=== Assigned task ===
Your copy must hold every line of the records word for word. It must hold no pictures.

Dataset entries

--- START ---

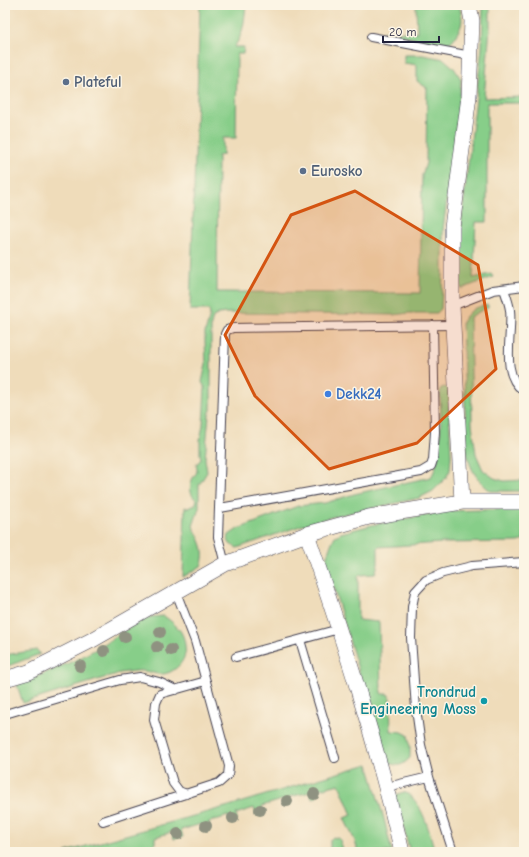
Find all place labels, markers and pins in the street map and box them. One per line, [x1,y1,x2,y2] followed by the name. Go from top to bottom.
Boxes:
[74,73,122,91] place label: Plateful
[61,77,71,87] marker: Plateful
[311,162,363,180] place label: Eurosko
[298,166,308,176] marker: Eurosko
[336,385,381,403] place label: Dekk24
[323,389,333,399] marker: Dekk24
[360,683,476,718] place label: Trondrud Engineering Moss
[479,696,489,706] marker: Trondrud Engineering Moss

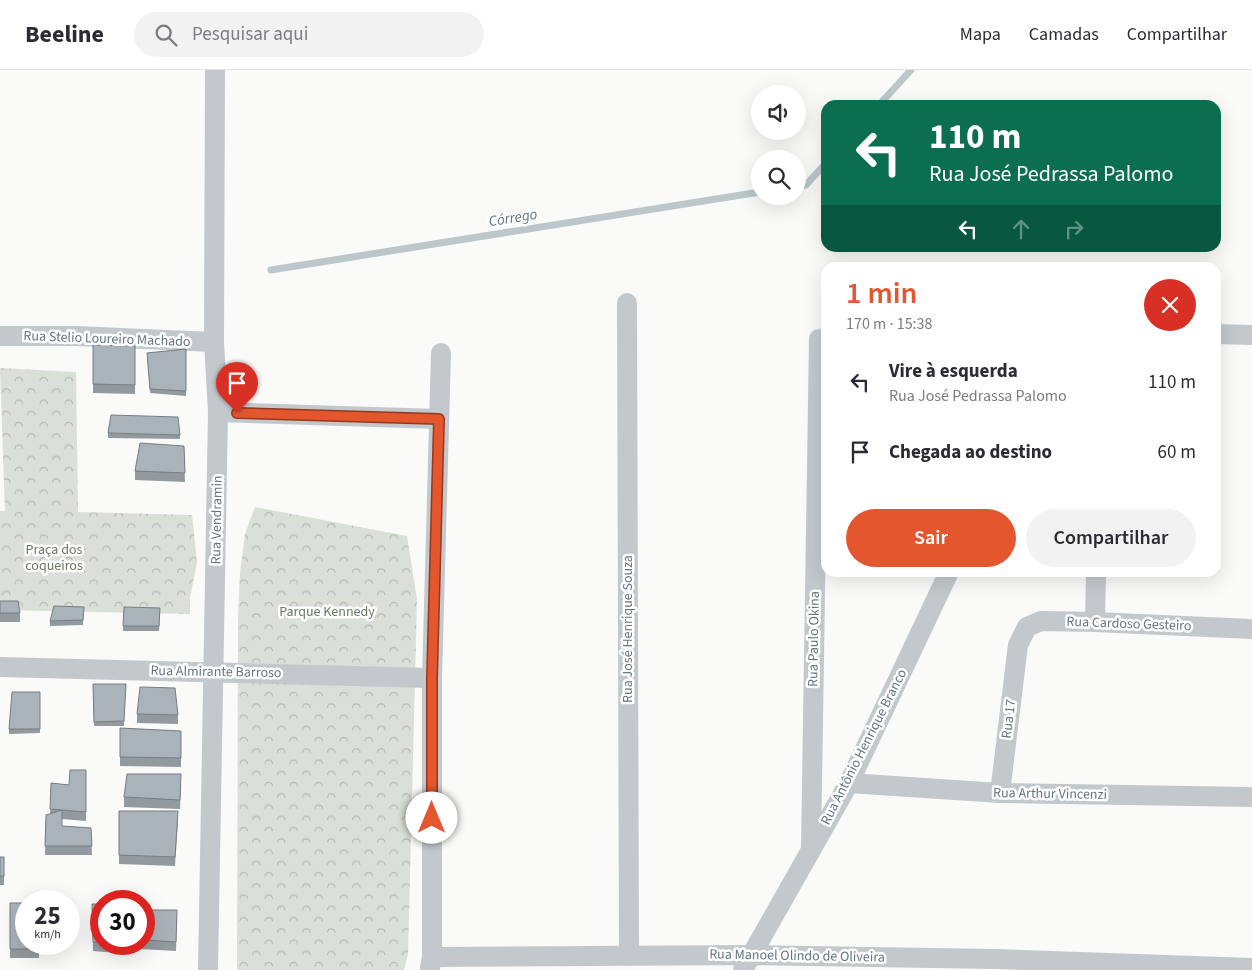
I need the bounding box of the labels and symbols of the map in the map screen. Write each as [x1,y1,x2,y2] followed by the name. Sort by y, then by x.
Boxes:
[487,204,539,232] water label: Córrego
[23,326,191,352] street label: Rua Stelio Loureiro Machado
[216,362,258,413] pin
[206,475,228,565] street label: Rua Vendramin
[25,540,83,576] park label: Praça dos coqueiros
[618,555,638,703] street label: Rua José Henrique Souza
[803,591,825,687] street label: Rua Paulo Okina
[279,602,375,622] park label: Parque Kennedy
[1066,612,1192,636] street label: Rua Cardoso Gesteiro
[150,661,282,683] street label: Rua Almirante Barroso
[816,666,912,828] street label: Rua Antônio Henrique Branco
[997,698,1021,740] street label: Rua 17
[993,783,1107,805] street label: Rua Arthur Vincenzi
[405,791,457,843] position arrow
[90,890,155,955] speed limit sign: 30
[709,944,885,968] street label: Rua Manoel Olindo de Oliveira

--- END ---

=== Solution to this exercise ===
Find all place labels, markers and pins in the street map and box them. One per line, [x1,y1,x2,y2] followed by the name. Go from top to bottom.
Boxes:
[74,73,122,91] place label: Plateful
[61,77,71,87] marker: Plateful
[311,162,363,180] place label: Eurosko
[298,166,308,176] marker: Eurosko
[336,385,381,403] place label: Dekk24
[323,389,333,399] marker: Dekk24
[360,683,476,718] place label: Trondrud Engineering Moss
[479,696,489,706] marker: Trondrud Engineering Moss

I need the bounding box of the labels and symbols of the map in the map screen. Write each as [x1,y1,x2,y2] followed by the name. Sort by y, then by x.
Boxes:
[487,204,539,232] water label: Córrego
[23,326,191,352] street label: Rua Stelio Loureiro Machado
[216,362,258,413] pin
[206,475,228,565] street label: Rua Vendramin
[25,540,83,576] park label: Praça dos coqueiros
[618,555,638,703] street label: Rua José Henrique Souza
[803,591,825,687] street label: Rua Paulo Okina
[279,602,375,622] park label: Parque Kennedy
[1066,612,1192,636] street label: Rua Cardoso Gesteiro
[150,661,282,683] street label: Rua Almirante Barroso
[816,666,912,828] street label: Rua Antônio Henrique Branco
[997,698,1021,740] street label: Rua 17
[993,783,1107,805] street label: Rua Arthur Vincenzi
[405,791,457,843] position arrow
[90,890,155,955] speed limit sign: 30
[709,944,885,968] street label: Rua Manoel Olindo de Oliveira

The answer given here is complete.